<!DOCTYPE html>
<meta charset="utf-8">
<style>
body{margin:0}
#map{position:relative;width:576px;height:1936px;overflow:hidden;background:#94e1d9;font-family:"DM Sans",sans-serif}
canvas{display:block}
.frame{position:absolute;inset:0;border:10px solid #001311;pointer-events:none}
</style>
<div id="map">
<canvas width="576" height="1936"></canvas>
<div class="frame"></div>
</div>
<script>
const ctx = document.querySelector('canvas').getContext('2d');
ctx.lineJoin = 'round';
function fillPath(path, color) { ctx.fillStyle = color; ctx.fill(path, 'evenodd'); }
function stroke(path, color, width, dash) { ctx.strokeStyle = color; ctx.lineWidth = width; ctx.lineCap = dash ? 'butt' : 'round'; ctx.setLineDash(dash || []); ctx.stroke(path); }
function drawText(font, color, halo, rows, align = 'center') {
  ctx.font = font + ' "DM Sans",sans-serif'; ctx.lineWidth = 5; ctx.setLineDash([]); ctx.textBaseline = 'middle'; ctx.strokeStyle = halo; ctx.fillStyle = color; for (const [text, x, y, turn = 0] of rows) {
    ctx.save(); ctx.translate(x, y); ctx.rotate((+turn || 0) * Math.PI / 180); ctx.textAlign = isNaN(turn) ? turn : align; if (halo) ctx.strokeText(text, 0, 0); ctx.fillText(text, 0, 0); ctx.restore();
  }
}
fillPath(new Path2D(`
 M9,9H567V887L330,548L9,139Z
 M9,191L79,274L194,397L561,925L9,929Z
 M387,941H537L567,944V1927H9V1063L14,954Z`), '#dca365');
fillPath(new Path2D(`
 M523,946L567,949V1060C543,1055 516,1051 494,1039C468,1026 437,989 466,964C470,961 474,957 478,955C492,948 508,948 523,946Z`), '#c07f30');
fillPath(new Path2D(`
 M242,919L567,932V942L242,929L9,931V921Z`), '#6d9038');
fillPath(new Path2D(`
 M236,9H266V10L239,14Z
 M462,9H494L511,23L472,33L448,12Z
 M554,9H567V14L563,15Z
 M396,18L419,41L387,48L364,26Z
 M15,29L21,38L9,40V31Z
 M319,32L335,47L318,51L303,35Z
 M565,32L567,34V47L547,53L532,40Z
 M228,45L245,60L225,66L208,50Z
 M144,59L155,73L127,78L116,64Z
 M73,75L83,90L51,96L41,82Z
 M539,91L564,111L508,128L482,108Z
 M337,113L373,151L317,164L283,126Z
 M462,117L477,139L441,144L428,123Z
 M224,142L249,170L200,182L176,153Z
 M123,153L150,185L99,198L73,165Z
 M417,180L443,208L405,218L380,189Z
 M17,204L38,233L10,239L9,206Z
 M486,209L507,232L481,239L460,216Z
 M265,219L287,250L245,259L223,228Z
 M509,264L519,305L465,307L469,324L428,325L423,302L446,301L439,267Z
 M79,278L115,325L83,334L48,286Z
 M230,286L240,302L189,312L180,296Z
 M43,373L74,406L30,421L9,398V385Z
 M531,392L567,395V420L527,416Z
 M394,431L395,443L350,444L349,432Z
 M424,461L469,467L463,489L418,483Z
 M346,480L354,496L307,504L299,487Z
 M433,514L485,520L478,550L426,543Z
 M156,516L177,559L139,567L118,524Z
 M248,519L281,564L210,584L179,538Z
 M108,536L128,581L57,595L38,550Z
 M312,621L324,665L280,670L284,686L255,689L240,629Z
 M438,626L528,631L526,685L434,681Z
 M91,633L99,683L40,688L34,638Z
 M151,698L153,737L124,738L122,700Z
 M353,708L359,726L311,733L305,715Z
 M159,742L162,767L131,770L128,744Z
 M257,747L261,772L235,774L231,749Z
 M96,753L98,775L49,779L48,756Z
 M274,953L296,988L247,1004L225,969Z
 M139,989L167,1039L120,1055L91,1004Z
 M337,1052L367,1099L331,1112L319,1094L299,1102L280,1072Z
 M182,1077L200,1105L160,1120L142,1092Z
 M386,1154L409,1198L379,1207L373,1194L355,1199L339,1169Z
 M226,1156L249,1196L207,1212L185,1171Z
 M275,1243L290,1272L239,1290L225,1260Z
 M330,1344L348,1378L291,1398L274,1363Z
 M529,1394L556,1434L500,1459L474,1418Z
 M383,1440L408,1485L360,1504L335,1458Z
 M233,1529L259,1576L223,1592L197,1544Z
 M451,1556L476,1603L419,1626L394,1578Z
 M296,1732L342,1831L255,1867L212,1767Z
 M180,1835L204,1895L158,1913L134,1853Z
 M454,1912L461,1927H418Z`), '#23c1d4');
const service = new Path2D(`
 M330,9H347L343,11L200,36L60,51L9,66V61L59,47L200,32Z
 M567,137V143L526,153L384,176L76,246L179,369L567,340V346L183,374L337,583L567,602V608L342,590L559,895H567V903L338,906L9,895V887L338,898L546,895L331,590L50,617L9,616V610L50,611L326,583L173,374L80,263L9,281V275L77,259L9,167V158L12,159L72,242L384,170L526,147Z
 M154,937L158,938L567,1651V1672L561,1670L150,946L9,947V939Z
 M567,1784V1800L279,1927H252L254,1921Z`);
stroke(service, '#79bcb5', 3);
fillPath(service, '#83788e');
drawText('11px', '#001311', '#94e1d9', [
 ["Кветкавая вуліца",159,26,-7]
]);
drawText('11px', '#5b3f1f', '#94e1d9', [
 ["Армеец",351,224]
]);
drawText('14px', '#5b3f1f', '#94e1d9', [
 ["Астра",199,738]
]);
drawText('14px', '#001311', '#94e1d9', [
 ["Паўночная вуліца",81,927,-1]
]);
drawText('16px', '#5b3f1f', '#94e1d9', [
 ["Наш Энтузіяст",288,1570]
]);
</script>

* * * * *

> Exercise instructions:
Tally the lines of the listing that hold the string "strokeStyle", then reply with that number alone.

> Written response:
2